06 mai 2008
Le droit de préemption urbain permet à une commune d'acquérir prioritairement un bien foncier ou immobilier lorsque celui-ci est sur le point d'être vendu.
Lorsqu'un propriétaire vend un terrain ou une maison à un acheteur, avant que la vente ne soit conclue, la commune doit s'exprimer sur sa volonté d'user de son droit de préemption. Si elle choisit de le faire, elle devient prioritaire pour l'acquisition du bien. Sinon, la vente suit son cours normal.
Une commune peut ainsi acquérir des biens dont elle a besoin pour mener à bien ses projets d'aménagement sans avoir recours à l'expropriation, et son caractère brutal. Par contre, la préemption, qui se fait au moment où le propriétaire décide de vendre son bien implique que la décision d'acquérir ces propriétés soit prise bien avant que le projet ne soit en phase opérationnel, engendrant ainsi un coût de portage foncier supplémentaire.
Ce droit permet en outre à la commune d'avoir une bonne connaissance du marché immobilier sur son territoire.
Procédure de préemption.
Le vendeur, ou, plus généralement le notaire, notifie à la commune le projet de cession lorsqu'il est soumis au régime du DPU par une déclaration d'intention d'aliéner (DIA). La commune a alors deux mois, jours pour jours, pour notifier sa décision de préempter le bien, soit au prix demandé par le vendeur, soit à un prix inférieur.
Le silence de l'administration pendant ces deux mois vaut renonciation à l'exercice du droit de préemption.

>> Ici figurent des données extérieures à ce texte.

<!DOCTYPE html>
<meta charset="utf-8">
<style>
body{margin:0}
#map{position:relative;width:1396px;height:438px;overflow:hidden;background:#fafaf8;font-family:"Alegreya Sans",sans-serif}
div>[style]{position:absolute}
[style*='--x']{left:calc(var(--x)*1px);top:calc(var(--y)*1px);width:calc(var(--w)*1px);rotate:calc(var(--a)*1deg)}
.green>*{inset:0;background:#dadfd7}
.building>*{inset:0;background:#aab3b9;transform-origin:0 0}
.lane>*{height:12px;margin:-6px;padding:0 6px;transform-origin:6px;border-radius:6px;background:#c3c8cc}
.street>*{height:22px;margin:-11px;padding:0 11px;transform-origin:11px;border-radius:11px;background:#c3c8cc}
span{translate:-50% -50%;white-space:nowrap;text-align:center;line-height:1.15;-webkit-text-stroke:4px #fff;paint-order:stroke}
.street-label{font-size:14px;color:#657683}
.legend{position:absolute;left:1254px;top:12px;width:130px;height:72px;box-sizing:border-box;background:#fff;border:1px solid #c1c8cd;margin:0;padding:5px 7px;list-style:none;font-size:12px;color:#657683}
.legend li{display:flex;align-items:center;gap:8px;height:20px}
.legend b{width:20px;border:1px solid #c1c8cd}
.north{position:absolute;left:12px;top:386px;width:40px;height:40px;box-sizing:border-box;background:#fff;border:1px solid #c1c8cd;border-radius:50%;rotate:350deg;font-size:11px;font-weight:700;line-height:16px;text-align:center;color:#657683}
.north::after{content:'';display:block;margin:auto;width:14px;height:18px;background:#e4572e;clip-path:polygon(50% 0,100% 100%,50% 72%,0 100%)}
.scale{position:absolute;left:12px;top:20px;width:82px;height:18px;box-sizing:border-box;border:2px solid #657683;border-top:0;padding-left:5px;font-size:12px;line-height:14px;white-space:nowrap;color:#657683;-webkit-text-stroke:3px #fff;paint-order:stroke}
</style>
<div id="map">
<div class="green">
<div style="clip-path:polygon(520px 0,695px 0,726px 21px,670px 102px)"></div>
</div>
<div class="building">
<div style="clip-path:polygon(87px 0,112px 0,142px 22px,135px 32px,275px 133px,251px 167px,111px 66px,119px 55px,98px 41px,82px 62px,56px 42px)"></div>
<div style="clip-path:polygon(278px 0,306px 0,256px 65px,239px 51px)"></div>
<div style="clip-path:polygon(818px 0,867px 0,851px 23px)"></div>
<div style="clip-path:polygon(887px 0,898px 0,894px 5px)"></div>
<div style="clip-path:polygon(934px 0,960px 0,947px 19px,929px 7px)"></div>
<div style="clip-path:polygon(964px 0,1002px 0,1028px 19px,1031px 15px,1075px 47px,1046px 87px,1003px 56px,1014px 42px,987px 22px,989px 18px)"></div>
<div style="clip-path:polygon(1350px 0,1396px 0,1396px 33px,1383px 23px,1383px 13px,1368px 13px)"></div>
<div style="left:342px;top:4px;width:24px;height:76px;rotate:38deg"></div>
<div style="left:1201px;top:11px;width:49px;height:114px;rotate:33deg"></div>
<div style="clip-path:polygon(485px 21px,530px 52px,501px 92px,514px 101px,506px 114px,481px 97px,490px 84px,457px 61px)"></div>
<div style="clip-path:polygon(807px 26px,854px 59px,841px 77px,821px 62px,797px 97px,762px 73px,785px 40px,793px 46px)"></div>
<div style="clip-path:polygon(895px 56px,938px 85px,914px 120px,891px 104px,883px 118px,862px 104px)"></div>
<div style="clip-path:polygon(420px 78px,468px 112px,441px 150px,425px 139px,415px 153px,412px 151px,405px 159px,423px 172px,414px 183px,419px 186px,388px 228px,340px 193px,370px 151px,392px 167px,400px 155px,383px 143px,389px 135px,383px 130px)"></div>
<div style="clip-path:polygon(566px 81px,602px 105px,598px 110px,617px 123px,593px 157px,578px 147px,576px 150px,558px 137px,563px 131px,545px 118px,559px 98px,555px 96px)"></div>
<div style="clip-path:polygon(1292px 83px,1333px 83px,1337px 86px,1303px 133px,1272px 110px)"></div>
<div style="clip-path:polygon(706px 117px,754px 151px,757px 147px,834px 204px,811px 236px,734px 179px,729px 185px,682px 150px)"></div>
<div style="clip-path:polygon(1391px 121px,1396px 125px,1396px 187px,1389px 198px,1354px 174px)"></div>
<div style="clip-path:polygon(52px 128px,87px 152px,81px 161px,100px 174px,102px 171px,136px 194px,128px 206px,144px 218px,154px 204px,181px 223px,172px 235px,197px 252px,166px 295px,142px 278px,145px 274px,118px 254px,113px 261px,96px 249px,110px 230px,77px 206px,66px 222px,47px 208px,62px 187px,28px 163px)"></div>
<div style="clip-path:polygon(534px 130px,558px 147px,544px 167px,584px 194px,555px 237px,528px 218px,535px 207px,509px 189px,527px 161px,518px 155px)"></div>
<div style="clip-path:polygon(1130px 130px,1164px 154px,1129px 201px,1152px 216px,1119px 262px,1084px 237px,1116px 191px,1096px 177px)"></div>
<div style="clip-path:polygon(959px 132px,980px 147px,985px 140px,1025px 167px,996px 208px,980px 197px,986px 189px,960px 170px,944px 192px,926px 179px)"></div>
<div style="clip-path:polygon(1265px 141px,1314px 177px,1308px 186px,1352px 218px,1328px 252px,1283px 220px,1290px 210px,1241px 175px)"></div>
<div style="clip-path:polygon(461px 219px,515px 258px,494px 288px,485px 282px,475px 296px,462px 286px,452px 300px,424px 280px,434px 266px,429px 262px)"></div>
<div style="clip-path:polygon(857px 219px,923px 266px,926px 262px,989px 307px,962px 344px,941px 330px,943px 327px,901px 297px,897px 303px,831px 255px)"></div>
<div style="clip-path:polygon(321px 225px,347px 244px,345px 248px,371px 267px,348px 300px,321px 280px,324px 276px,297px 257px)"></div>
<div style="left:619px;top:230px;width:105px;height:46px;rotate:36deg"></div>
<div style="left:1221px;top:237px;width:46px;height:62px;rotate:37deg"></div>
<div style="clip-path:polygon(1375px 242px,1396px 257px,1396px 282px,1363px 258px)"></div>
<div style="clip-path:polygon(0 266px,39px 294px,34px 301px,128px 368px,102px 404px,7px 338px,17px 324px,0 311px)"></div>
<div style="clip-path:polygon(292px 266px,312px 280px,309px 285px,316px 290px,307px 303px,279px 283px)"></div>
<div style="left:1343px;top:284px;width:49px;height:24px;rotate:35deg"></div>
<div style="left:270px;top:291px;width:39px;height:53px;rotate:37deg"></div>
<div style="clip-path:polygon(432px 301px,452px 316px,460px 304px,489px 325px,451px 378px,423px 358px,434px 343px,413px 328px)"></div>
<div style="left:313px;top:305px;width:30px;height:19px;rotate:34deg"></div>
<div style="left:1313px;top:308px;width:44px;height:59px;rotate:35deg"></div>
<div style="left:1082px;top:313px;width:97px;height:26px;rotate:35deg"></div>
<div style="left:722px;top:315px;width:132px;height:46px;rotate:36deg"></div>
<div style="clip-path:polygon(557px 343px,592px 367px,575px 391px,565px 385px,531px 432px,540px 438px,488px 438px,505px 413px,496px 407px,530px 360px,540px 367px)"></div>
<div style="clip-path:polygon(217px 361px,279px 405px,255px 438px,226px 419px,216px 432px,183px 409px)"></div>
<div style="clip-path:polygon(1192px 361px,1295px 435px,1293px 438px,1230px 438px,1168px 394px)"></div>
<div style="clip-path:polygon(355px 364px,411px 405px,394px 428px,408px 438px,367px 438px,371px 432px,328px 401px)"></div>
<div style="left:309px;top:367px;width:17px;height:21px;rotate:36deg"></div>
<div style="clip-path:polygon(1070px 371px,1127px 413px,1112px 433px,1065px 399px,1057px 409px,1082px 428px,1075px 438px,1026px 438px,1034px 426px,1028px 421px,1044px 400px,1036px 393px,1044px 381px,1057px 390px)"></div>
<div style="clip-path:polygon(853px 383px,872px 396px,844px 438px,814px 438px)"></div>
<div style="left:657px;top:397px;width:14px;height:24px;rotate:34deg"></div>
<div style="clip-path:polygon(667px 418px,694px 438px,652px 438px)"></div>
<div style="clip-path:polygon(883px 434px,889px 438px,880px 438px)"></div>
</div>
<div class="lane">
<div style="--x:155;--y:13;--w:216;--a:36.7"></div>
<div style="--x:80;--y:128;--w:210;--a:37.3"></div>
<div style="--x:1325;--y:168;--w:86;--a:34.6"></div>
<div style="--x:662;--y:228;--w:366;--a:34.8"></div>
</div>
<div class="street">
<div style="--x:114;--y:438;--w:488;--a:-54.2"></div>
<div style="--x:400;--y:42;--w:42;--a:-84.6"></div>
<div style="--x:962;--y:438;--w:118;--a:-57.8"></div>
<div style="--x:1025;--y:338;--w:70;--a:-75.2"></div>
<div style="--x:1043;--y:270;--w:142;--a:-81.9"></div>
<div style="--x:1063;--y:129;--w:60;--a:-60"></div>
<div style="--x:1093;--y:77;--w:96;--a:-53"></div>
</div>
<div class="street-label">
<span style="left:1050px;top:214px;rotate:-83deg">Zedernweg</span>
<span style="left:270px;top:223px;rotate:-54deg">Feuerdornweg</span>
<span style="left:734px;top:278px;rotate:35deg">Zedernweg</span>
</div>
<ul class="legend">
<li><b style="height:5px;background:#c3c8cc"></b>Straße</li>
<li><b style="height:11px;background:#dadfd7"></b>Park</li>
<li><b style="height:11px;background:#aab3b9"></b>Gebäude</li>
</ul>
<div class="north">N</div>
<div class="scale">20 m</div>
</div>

Cette renonciation est valable indéfiniment, mais uniquement pour le vendeur concerné et pour le prix exact mentionné à la DIA, le vendeur peut donc céder librement son bien à ces conditions, à l'acheteur initialement prévu ou à toute autre personne. La renonciation au DPU n'implique donc nullement que l'administration n'exercera pas ultérieurement son droit de préemption si le bien est remis sur le marché à un autre prix.
Le prix de la préemption est fixé librement par la collectivité, mais celle-ci doit préalablement demander l'avis du service des domaines, service des impôts chargé notamment des évaluations des biens immobiliers pour le compte du secteur public.
Préemption au prix demandé par le vendeur.
La collectivité peut donc estimer que la valeur demandée par le vendeur correspond à la réalité du marché, et décider de préempter le bien à ce prix. Dans ce cas, le vendeur est lié par son prix, et la vente est donc obligatoire.
Préemption à un prix inférieur
La collectivité peut également proposer un prix inférieur à celui demandé par le vendeur. Dans ce cas, le vendeur a deux mois pour soit :
- accepter le prix proposé par la collectivité. Puisqu'il y a accord, la vente se fait donc au profit de la collectivité.
- refuser de vendre au prix déterminé par la personne publique. La personne publique peut recourir au juge de l'expropriation.
- renoncer à l'aliénation.
L'administration en fera de même et le juge, après visite des locaux, fixera un prix. Bien évidemment, les voies de recours habituelles des jugements judiciaires s'appliquent (appel, pourvoi en cassation).
Au terme de cette procédure de fixation judiciaire du prix, plusieurs cas peuvent se présenter :
- Vendeur et collectivité sont d'accord sur ce prix. La vente se fait donc au profit de la collectivité.
- Le vendeur estime le prix insuffisant : il renonce à la vente et demeure propriétaire de son bien qu'il peut utiliser comme il l'entend. S'il envisage à nouveau de vendre, il devra souscrire une nouvelle DIA, permettant ainsi l'ouverture d'une nouvelle procédure de préemption basée sur le nouveau prix du vendeur.
- La collectivité estime le prix fixé par le juge exagéré et renonce de ce fait à la procédure de préemption. Dans ce cas, le propriétaire peut vendre librement son bien, pendant 5 ans, au prix fixé par le juge, indexé sur l'indice du coût de la construction.